## Exercise
Copy each of the entries below faithfully, setting aside any pictures.

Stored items
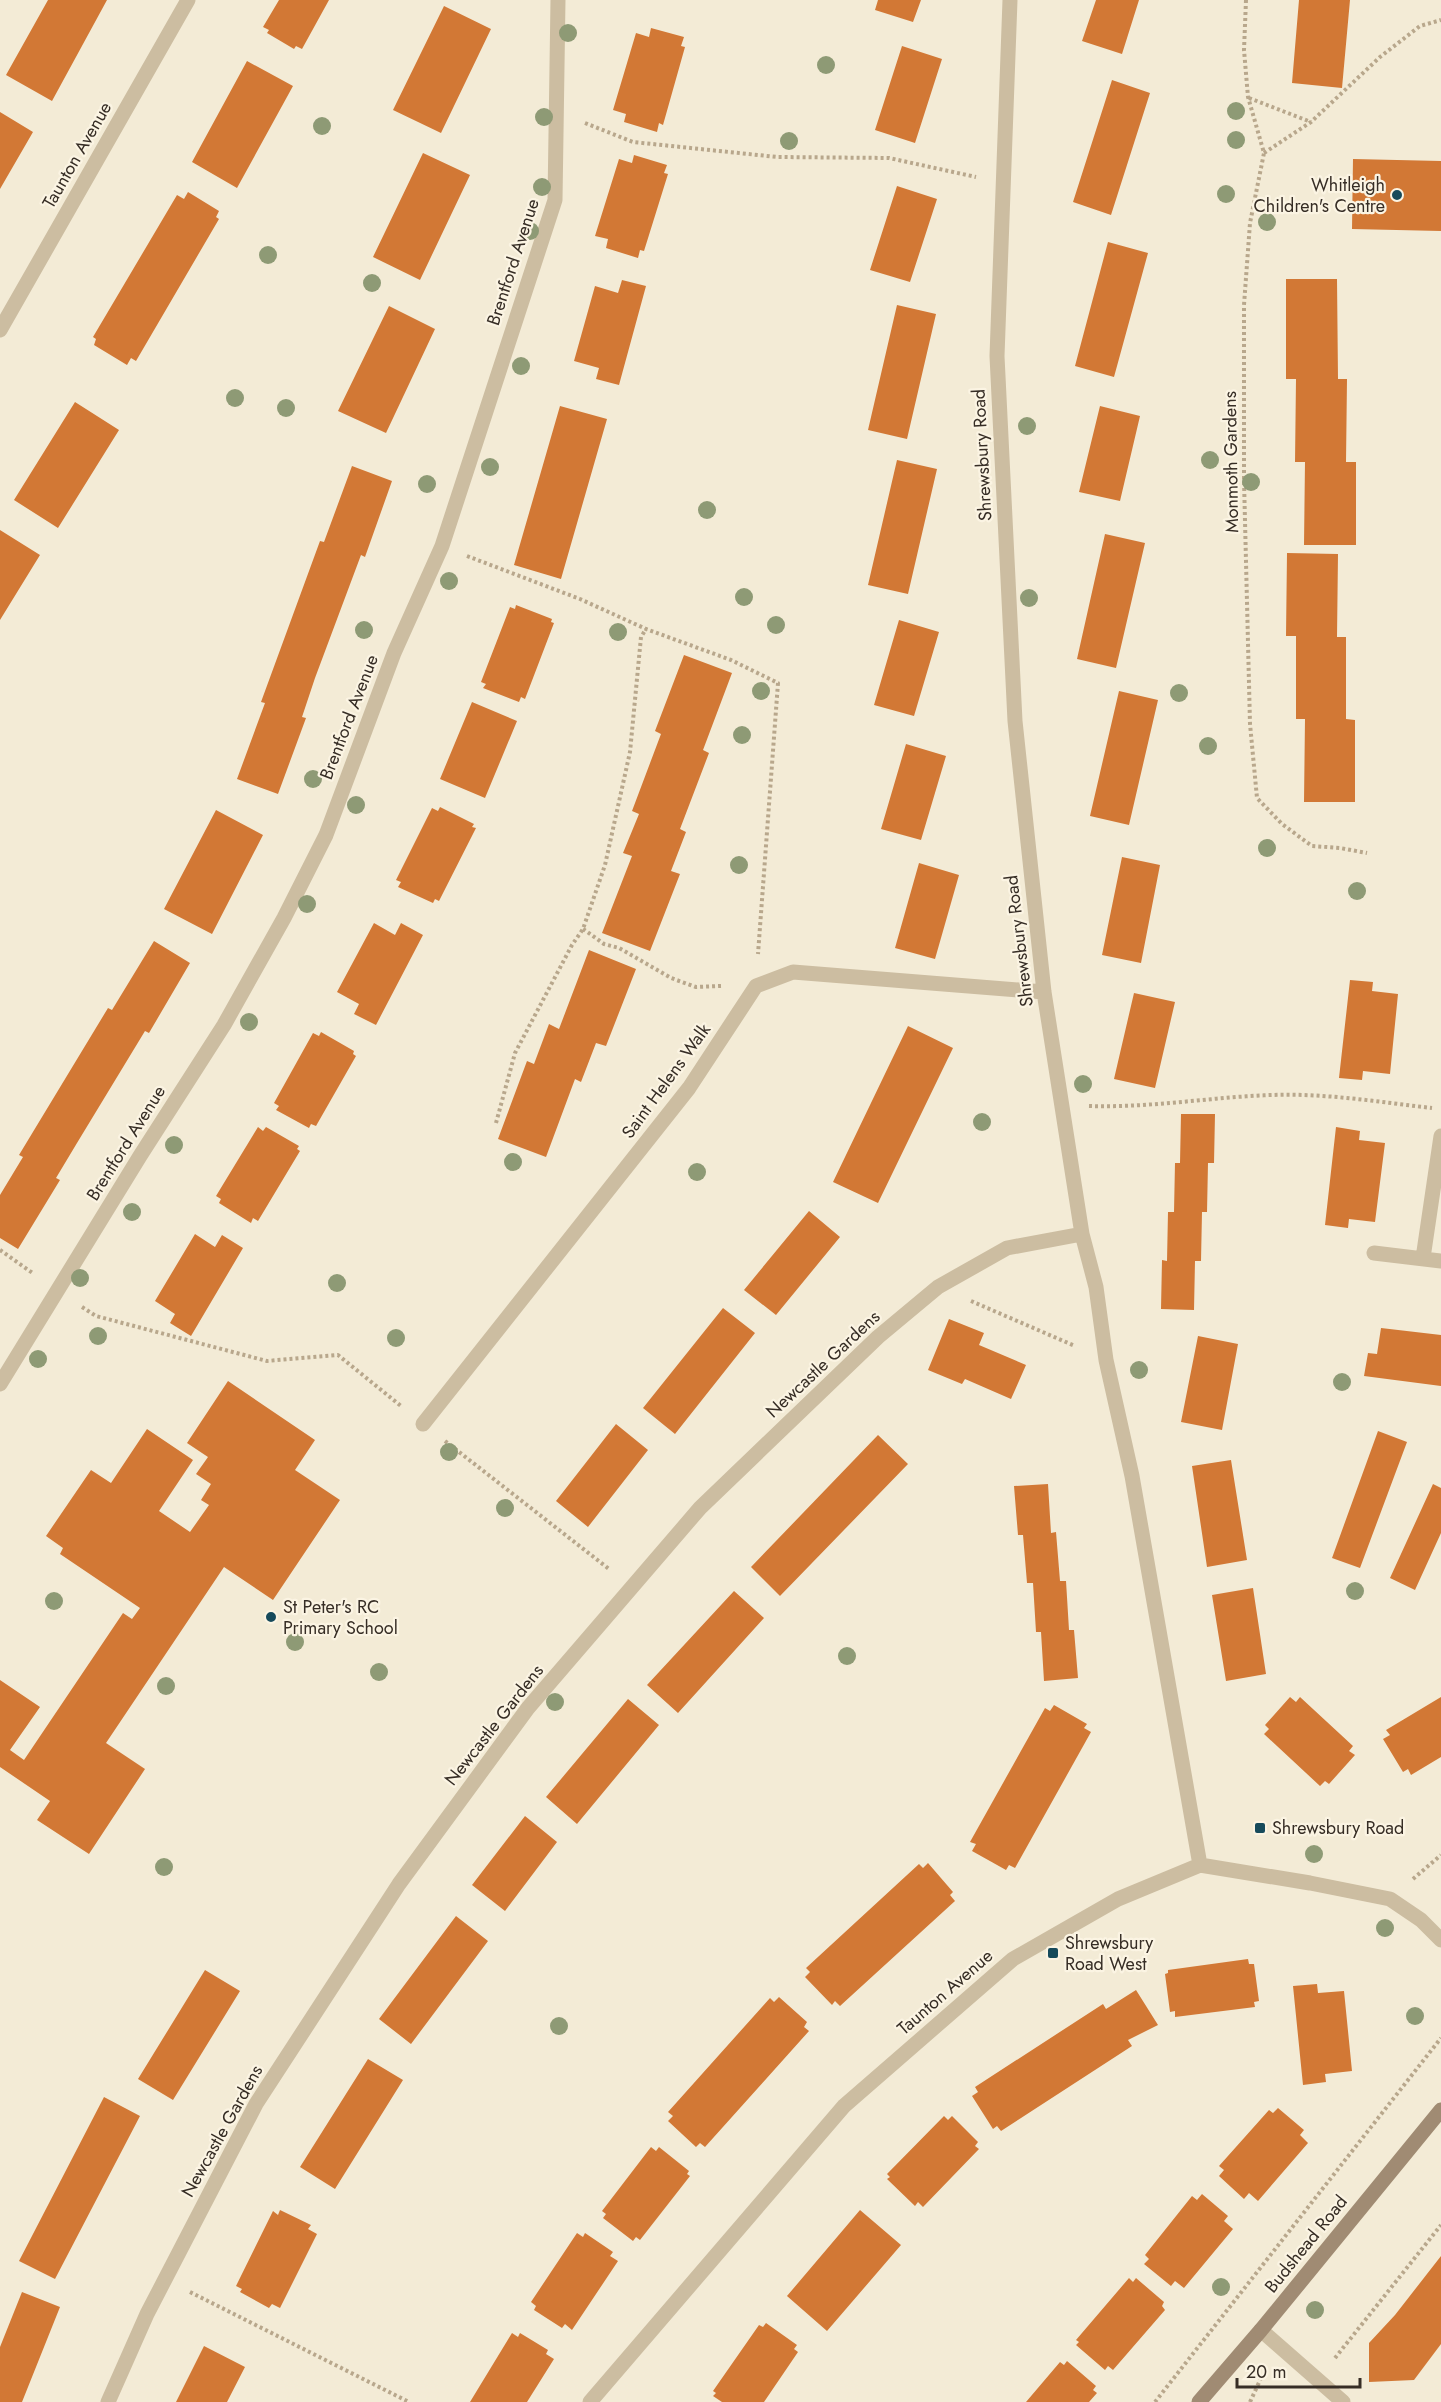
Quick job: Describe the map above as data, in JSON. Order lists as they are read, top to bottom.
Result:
{
  "streets": {
    "street": [
      "Taunton Avenue",
      "Brentford Avenue",
      "Shrewsbury Road",
      "Saint Helens Walk",
      "Newcastle Gardens",
      "Budshead Road"
    ],
    "path": ["Monmoth Gardens"]
  },
  "crossings": [
    ["Taunton Avenue", "Shrewsbury Road"],
    ["Shrewsbury Road", "Newcastle Gardens"]
  ],
  "places": {
    "other": ["Whitleigh Children's Centre", "St Peter's RC Primary School"],
    "transit": ["Shrewsbury Road", "Shrewsbury Road West"]
  },
  "scale_bar": "20 m"
}
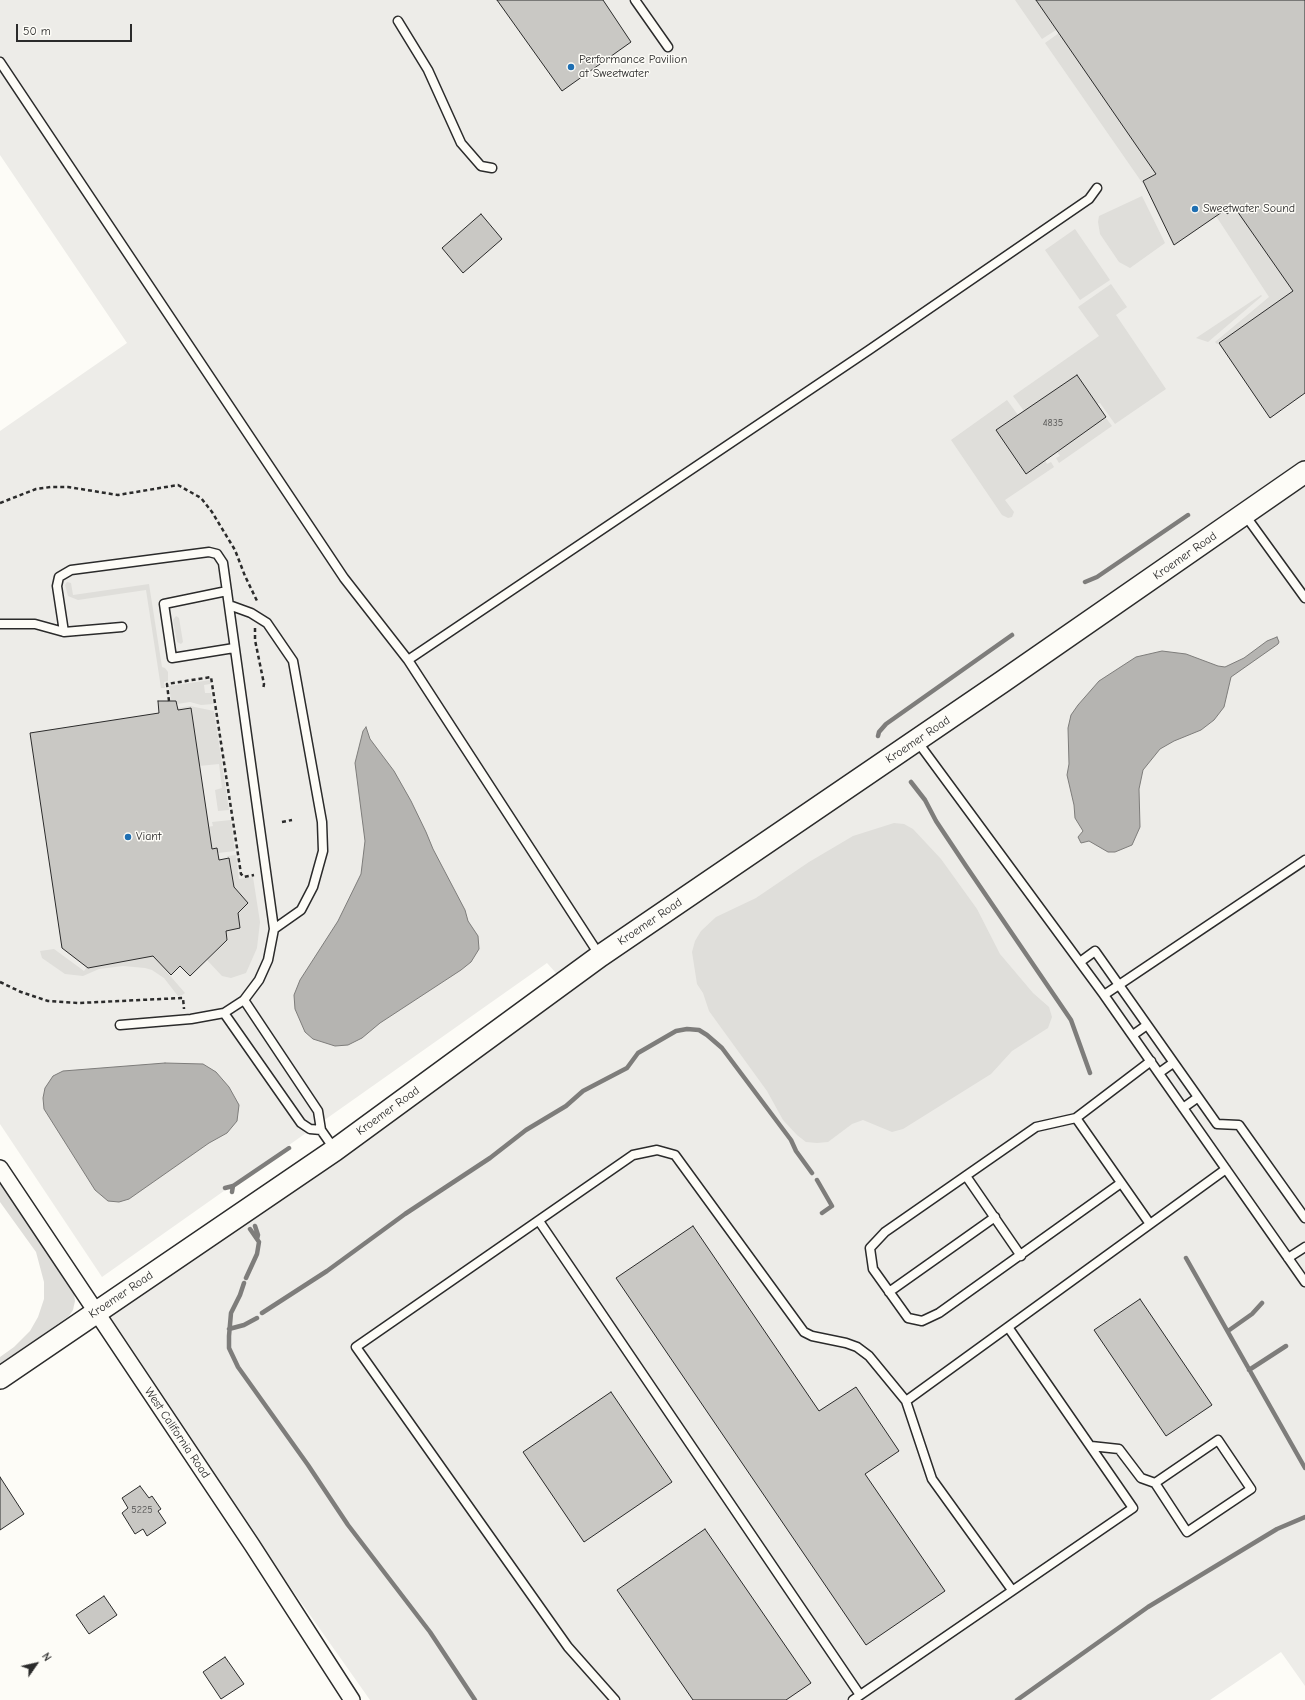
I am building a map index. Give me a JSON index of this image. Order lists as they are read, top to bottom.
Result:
{
  "streets": {
    "street": ["Kroemer Road", "West California Road"]
  },
  "crossings": [
    ["Kroemer Road", "West California Road"]
  ],
  "places": ["Performance Pavilion at Sweetwater", "Sweetwater Sound", "Viant"],
  "house_numbers": ["4835", "5225"],
  "scale_bar": "50 m",
  "north": "top right"
}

## Exercise response
Quick job: Describe the map above as data, in JSON. Order lists as they are read, top to bottom.
Result:
{
  "streets": {
    "street": [
      "Taunton Avenue",
      "Brentford Avenue",
      "Shrewsbury Road",
      "Saint Helens Walk",
      "Newcastle Gardens",
      "Budshead Road"
    ],
    "path": ["Monmoth Gardens"]
  },
  "crossings": [
    ["Taunton Avenue", "Shrewsbury Road"],
    ["Shrewsbury Road", "Newcastle Gardens"]
  ],
  "places": {
    "other": ["Whitleigh Children's Centre", "St Peter's RC Primary School"],
    "transit": ["Shrewsbury Road", "Shrewsbury Road West"]
  },
  "scale_bar": "20 m"
}
I am building a map index. Give me a JSON index of this image. Order lists as they are read, top to bottom.
Result:
{
  "streets": {
    "street": ["Kroemer Road", "West California Road"]
  },
  "crossings": [
    ["Kroemer Road", "West California Road"]
  ],
  "places": ["Performance Pavilion at Sweetwater", "Sweetwater Sound", "Viant"],
  "house_numbers": ["4835", "5225"],
  "scale_bar": "50 m",
  "north": "top right"
}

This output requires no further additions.